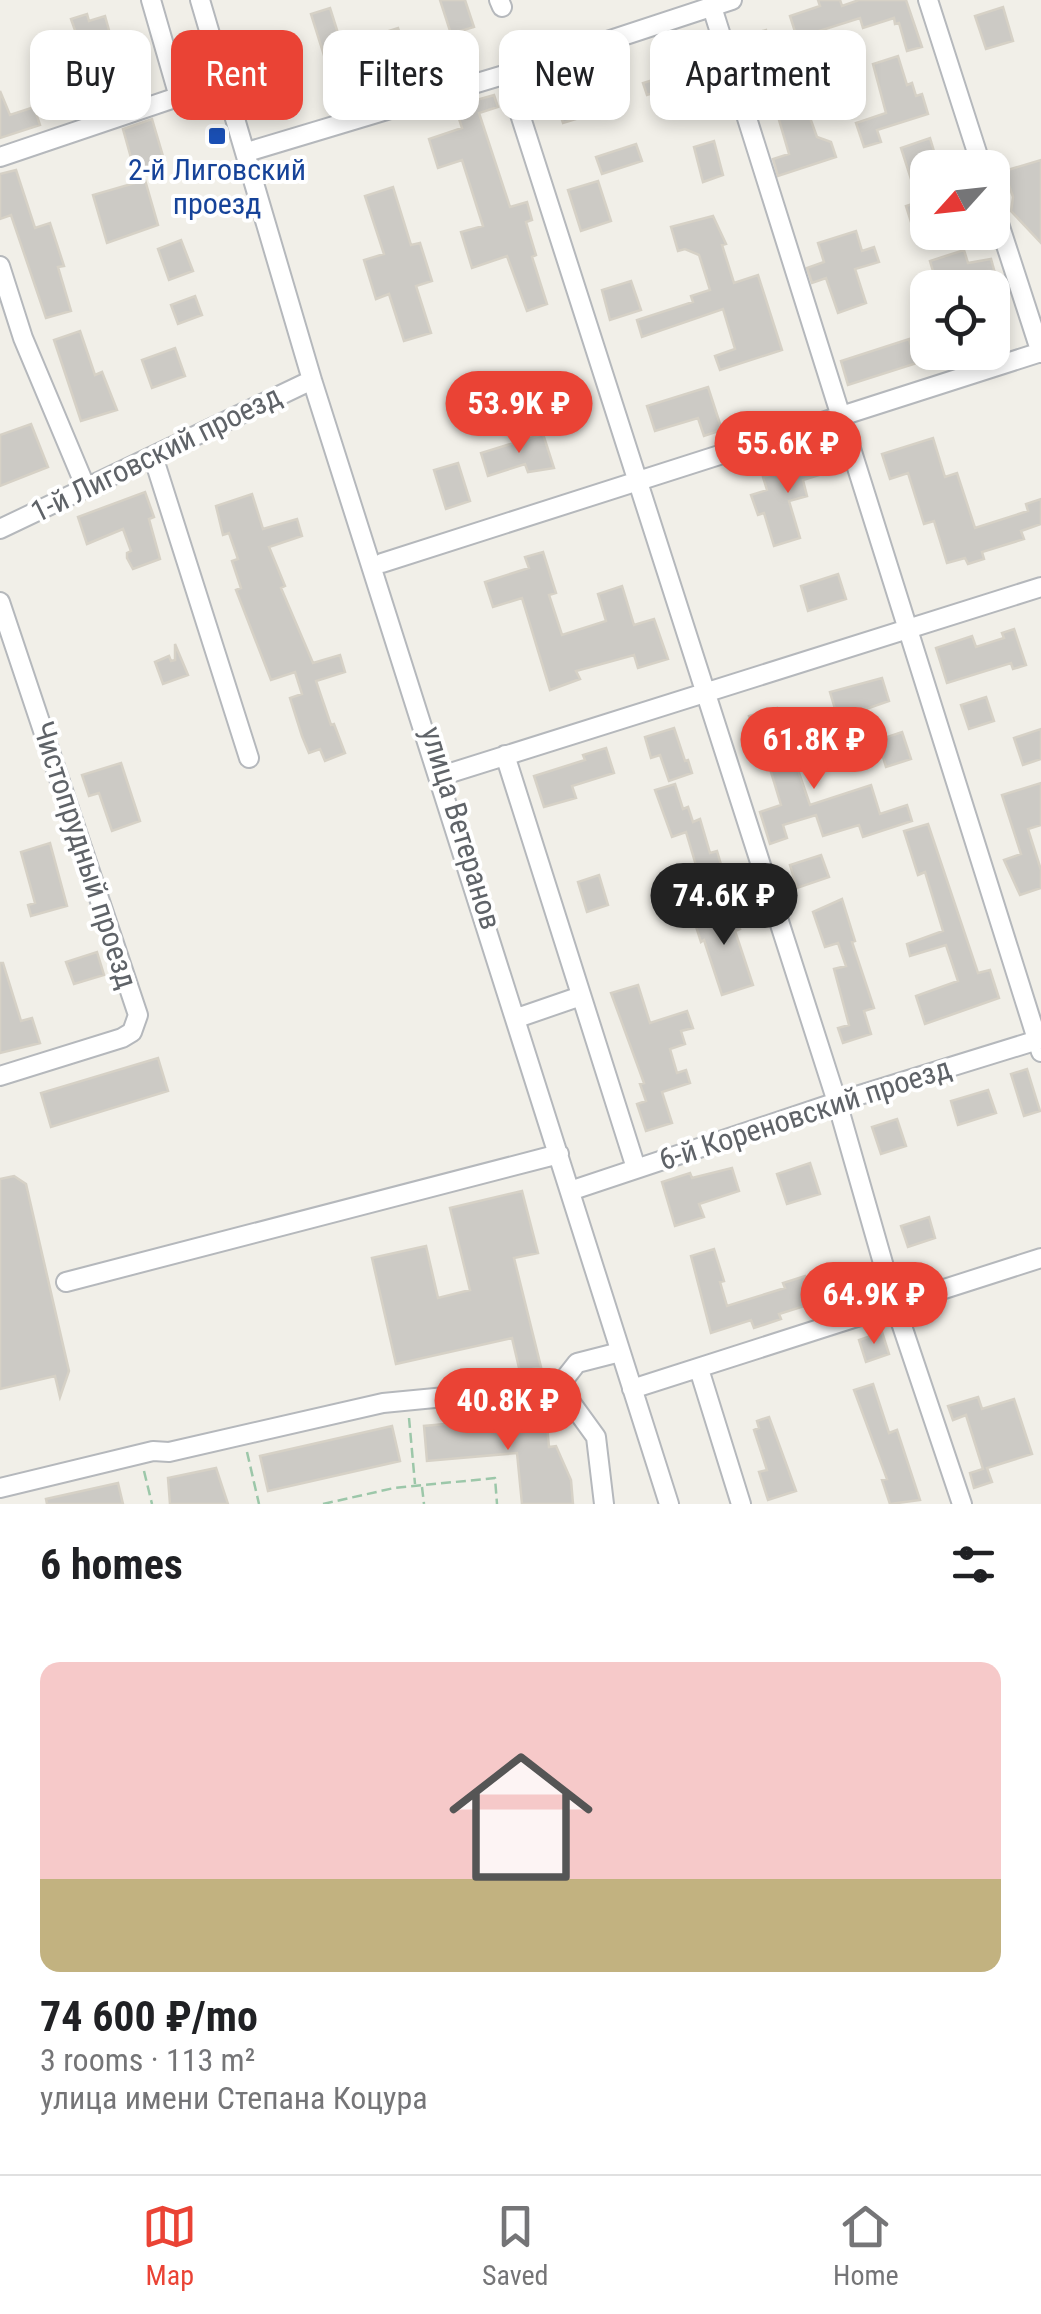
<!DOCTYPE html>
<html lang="en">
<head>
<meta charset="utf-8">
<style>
  :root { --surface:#fff; --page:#f6f6f6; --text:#202124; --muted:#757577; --line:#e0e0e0; --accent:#ea4335 }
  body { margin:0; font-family:"Roboto Condensed",sans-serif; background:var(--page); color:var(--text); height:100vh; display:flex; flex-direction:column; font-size:38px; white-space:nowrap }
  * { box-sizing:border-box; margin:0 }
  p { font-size:32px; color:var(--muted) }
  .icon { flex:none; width:55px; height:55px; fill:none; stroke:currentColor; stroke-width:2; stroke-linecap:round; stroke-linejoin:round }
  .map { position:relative; height:1504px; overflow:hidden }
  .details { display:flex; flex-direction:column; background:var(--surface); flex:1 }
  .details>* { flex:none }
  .guide { position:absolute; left:30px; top:30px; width:982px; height:90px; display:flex; gap:20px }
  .needle { width:65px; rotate:243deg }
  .controls { position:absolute; left:910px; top:150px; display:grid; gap:20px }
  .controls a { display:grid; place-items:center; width:100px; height:100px; border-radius:20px; background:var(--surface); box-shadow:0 5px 15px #0003; font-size:50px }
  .price { position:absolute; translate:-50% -85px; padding:0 22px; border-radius:35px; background:var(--accent); color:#fff; font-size:32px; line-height:65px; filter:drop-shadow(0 2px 5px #0008) }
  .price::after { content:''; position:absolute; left:50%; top:60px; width:30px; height:22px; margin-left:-15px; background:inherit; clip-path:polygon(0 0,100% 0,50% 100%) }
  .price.current { background:#222; color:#fff }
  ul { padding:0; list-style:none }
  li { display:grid; align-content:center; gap:20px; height:530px; padding:0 40px }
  li span { display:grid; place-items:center; height:310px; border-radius:20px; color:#555 }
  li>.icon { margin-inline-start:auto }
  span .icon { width:180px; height:180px; fill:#fffc; stroke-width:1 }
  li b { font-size:42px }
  h2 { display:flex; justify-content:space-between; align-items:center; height:120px; padding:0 40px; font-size:42px }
  .chip { padding:0 35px; border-radius:20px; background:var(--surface); box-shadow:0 5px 15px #0003; font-size:35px; line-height:90px }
  .chip.current { background:var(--accent); color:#fff }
  .dock { display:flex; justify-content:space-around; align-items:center; height:140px; border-top:2px solid var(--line); background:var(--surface); font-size:28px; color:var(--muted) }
  .dock a { display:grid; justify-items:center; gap:5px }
  .dock .current { color:var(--accent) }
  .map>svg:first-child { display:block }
  .building { fill:#cccac5; stroke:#d6d1c6; stroke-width:2.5 }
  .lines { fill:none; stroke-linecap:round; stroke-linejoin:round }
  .minor-casing { stroke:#b5b8bc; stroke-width:22 }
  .path { stroke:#9cc7a9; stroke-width:2.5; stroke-dasharray:10 5; stroke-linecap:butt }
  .minor { stroke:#fff; stroke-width:18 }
  .transit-dot { fill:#1a4fb4; stroke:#fff; stroke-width:4 }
  .labels { text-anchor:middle; stroke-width:8; stroke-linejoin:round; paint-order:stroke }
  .transit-label { font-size:30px; fill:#164399; stroke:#fff }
  .street-label { font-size:30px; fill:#5f6368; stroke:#fff }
</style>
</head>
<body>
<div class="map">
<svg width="1041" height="1504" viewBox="0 0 1041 1504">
  <rect width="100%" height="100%" fill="#f1efe8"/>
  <path class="building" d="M440 0H465L474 27 451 34Z
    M818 0H840L842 6 859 0H906L922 47 907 51 899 23 895 24 894 18 863 28 860 18 797 38 790 16 820 6Z
    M1003 7 1013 41 986 49 975 16Z
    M330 8 342 46 398 28 403 42 398 43 410 81 386 89 374 51 327 65 311 14Z
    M87 14 89 21 105 16 123 80 86 92 90 102 64 112 54 84 92 71 84 48 68 54 62 38 76 33 71 19Z
    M766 30 778 69 791 65 817 137 831 142 836 157 778 176 773 159 789 154 762 62 756 64 747 36Z
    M692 55 700 78 647 95 643 83 666 76 662 64Z
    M898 56 907 85 912 83 916 96 922 94 928 114 877 130 881 142 864 147 856 123 886 113 873 64Z
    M586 79 596 113 563 123 552 89Z
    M0 91 10 115 34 107 40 125 0 138Z
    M494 95 498 107 479 113 510 207 527 202 532 220 526 222 536 255 532 257 547 304 527 311 507 256 472 268 461 232 483 226 462 160 438 168 429 139 462 128 455 106Z
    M152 119 165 163 135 172 123 129Z
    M930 138 939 168H928V174L911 179 901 148Z
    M714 141 723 175 703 182 694 147Z
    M636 144 642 161 602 174 596 157Z
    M1041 160V243L1011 211 1013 197 1004 171Z
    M16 170 35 228 50 223 64 266 58 267 71 311 46 318 11 215 0 219V174Z
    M145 180 158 225 107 243 93 195Z
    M598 181 611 221 581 231 568 190Z
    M393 187 411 245 420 243 432 281 416 286 431 333 404 341 389 294 376 299 364 260 384 254 365 196Z
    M928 199V238L917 241 906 206Z
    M713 216 726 244 722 245 734 283 758 275 782 350 720 370 715 356 735 349 723 309 642 337 637 320 693 302 691 296 710 290 699 255 685 249 678 251 671 227Z
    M856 231 862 251 874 247 879 262 855 269 866 303 838 313 826 278 812 283 807 268 824 262 818 243Z
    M181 240 193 271 169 280 158 249Z
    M964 250 968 263 991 259 996 277 964 288H938L930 261Z
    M631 281 641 310 610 320 602 290Z
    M195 296 202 315 178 324 171 305Z
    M80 331 95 375 102 372 117 410 81 421 54 340Z
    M909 339 917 363 848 385 841 361Z
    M175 348 185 376 152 388 142 360Z
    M564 383 572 408 546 416 538 392Z
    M708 387 722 430 704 436 698 418 655 431 647 406Z
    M31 424 48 467 0 486V435Z
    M543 434 554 468 528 472 525 464 488 476 481 453Z
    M933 438 945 477 957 473 975 528 1028 511 1026 504 1041 499V524L1021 531 1024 539 982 552 984 559 968 564 965 558 947 563 934 521 924 524 908 473 890 479 882 454Z
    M829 450 835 470 803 480 807 496 789 501 800 538 774 546 764 513 758 515 751 495 767 490 763 477 814 461 812 455Z
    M458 463 470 501 446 509 434 470Z
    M145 492 154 517 149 519 160 559 133 569 127 558V553L131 551 123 529 87 544 78 517Z
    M252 494 263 529 297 519 302 536 269 547 285 586 281 588 313 663 340 655 345 672 316 681 331 725 334 724 345 753 325 761 320 749 309 753 302 736 290 698 302 694 295 672 271 680 236 590 241 588 232 561 238 559 229 533 223 535 216 506Z
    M543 552 556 593 549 595 562 635 606 621 598 594 622 586 634 625 654 619 668 659 638 668 634 655 576 671 580 679 550 690 522 598 493 607 485 582 529 568 525 557Z
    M838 574 846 599 808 611 801 586Z
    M1014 629 1026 665 1013 669 1011 663 947 683 936 648 972 636 976 647 1004 638 1002 633Z
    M175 644 188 675 163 684 155 662 169 656 171 661 175 660Z
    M882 678 889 701 838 719 830 692Z
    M986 697 994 721 969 729 961 705Z
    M777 708 810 805 871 785 880 814 907 805 912 821 863 837 859 825 823 836 816 815 783 825 787 838 770 844 760 812 781 805 761 739 757 740 749 716Z
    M674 728 685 761 688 760 692 773 669 781 660 755 651 758 645 737Z
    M1041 729V759L1023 765 1014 738Z
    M902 732 911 759 886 767 878 740Z
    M606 748 614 773 572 786 576 798 544 807 534 776 585 760 583 755Z
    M121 763 140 821 112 831 99 793 89 796 82 775Z
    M1041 783V825L1028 829 1041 870V888L1020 895 1004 860 1021 854 1002 795Z
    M675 784 683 809 688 807 693 822 700 819 710 853 717 851 724 875 701 882 686 832 672 837 655 790Z
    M928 824 978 973 990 970 999 998 925 1024 916 996 958 981 946 945 910 956 907 944 943 931 925 872 918 875 904 831Z
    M50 843 67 906 31 916 28 905 35 903 21 852Z
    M821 855 829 877 797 888 790 865Z
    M599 875 608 905 587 912 578 882Z
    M842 899 855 941 852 942 874 1008 864 1011 871 1034 843 1043 838 1028 849 1025 834 969 846 966 838 943 825 947 813 912Z
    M732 904 740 929 735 931 753 985 722 995 704 940 701 942 693 917Z
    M97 952 104 975 74 984 66 962Z
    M0 963H3L21 1021 32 1018 40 1043 0 1053Z
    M638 985 650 1023 687 1011 693 1028 681 1031 685 1044 670 1049 677 1073 686 1070 690 1083 662 1092 672 1123 646 1131 637 1104 646 1101 640 1084 644 1083 611 993Z
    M158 1058 168 1091 51 1127 41 1093Z
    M1027 1069 1040 1111 1024 1116 1011 1074Z
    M988 1090 996 1113 958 1125 951 1101Z
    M897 1119 906 1146 881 1154 872 1127Z
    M810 1163 820 1194 787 1204 777 1174Z
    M732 1168 739 1191 699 1204 704 1217 675 1226 662 1182 690 1173 692 1178Z
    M14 1176 26 1184 69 1371 60 1397 55 1376 0 1389V1179Z
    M522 1191 538 1253 514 1258 541 1367 520 1372 512 1338 396 1364 372 1258 426 1246 438 1298 470 1290 450 1208Z
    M929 1217 935 1238 908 1247 901 1226Z
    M714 1249 724 1281 720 1282 727 1306 785 1288 783 1283 805 1276 814 1303 779 1314 781 1319 754 1328 751 1320 711 1333 691 1256Z
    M882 1332 889 1354 866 1362 859 1340Z
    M873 1384 889 1433 897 1430 920 1500 890 1504 882 1480 887 1479 854 1390Z
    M978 1397 982 1409 1014 1399 1032 1454 987 1468 992 1482 974 1488 970 1473 983 1469 966 1415 953 1420 948 1406Z
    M546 1415 549 1447 556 1446 571 1480 573 1504H522L517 1453 427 1461 424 1426Z
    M769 1417 796 1491 768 1500 759 1472 767 1470 754 1430 759 1428 757 1421Z
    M392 1426 400 1461 268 1491 260 1456Z
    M216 1468 228 1504H170L168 1478Z
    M118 1483 123 1504H47L46 1499Z"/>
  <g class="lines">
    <defs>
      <path id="minor" d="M151 0 179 97
        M200 0 312 380 669 1504
        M499 0 502 7
        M928 0 982 168
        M712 7 1041 1052
        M507 74 837 1102 895 1305 962 1504
        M247 152 507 74 732 0
        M0 157 225 81
        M992 202 1041 353
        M0 266 23 338 86 488
        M153 456 249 758
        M0 529 312 380
        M382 563 1041 352
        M0 602 138 1015 132 1032 122 1038 0 1076
        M505 755 636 1168
        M444 775 1041 587
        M520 1017 581 996
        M570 1191 837 1102 1041 1039
        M66 1282 559 1154
        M699 1369 741 1504
        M559 1386 596 1437 604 1504
        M632 1389 1041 1258
        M0 1488 153 1451 169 1452 383 1403 559 1386 577 1363 620 1352"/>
    </defs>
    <use href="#minor" class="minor-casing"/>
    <path class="path" d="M409 1418 415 1484
      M247 1452 259 1504
      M144 1471 152 1504
      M422 1487 424 1504
      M323 1504 394 1488 495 1478 497 1504"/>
    <use href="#minor" class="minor"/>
  </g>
  <rect class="transit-dot" x="207" y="126" width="20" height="20" rx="5"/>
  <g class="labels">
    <g class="transit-label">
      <text x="217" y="180">2-й Лиговский<tspan x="217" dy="34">проезд</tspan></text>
    </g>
    <g class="street-label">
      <text transform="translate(156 454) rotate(-26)" y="10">1-й Лиговский проезд</text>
      <text transform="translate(461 828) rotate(73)" y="10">улица Ветеранов</text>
      <text transform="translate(85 855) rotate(72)" y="10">Чистопрудный проезд</text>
      <text transform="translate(805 1114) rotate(-18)" y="10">6-й Кореновский проезд</text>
    </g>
  </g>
</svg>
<div class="controls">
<a><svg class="needle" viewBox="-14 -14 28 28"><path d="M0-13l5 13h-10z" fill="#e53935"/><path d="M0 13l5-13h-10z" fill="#757577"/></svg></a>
<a><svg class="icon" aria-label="locate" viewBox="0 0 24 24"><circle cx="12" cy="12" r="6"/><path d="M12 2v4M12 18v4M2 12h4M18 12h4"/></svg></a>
</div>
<b class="price" style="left:519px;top:456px">53.9K ₽</b>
<b class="price" style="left:788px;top:496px">55.6K ₽</b>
<b class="price" style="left:814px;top:792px">61.8K ₽</b>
<b class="price current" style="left:724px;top:948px">74.6K ₽</b>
<b class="price" style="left:874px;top:1347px">64.9K ₽</b>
<b class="price" style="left:508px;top:1453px">40.8K ₽</b>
<div class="guide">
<a class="chip">Buy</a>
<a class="chip current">Rent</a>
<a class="chip">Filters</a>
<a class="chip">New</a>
<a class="chip">Apartment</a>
</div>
</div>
<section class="details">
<h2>6 homes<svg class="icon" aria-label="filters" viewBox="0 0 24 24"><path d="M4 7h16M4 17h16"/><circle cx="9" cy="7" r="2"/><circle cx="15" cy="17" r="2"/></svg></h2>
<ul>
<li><span style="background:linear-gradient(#f6c9c9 70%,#c2b280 0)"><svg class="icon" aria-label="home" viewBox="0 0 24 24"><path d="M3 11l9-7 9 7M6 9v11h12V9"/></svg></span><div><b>74 600 ₽/mo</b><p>3 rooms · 113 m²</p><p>улица имени Степана Коцура</p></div></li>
</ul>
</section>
<nav class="dock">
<a class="current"><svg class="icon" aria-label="map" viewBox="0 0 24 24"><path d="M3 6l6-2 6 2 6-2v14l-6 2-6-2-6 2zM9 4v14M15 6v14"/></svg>Map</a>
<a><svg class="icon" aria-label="saved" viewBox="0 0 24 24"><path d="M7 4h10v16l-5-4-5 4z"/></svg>Saved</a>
<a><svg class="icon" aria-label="home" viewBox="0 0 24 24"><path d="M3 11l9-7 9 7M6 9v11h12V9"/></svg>Home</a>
</nav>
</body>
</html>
□ □ □ □
**Task to carry out**
Taking the entries above, print exactly the lines starting at the line with "position:relative; height:1504px; overflow:hidden" and ending at the line with "display:grid; place-items:center; width:100px;", both included.

**Written answer**
  .map { position:relative; height:1504px; overflow:hidden }
  .details { display:flex; flex-direction:column; background:var(--surface); flex:1 }
  .details>* { flex:none }
  .guide { position:absolute; left:30px; top:30px; width:982px; height:90px; display:flex; gap:20px }
  .needle { width:65px; rotate:243deg }
  .controls { position:absolute; left:910px; top:150px; display:grid; gap:20px }
  .controls a { display:grid; place-items:center; width:100px; height:100px; border-radius:20px; background:var(--surface); box-shadow:0 5px 15px #0003; font-size:50px }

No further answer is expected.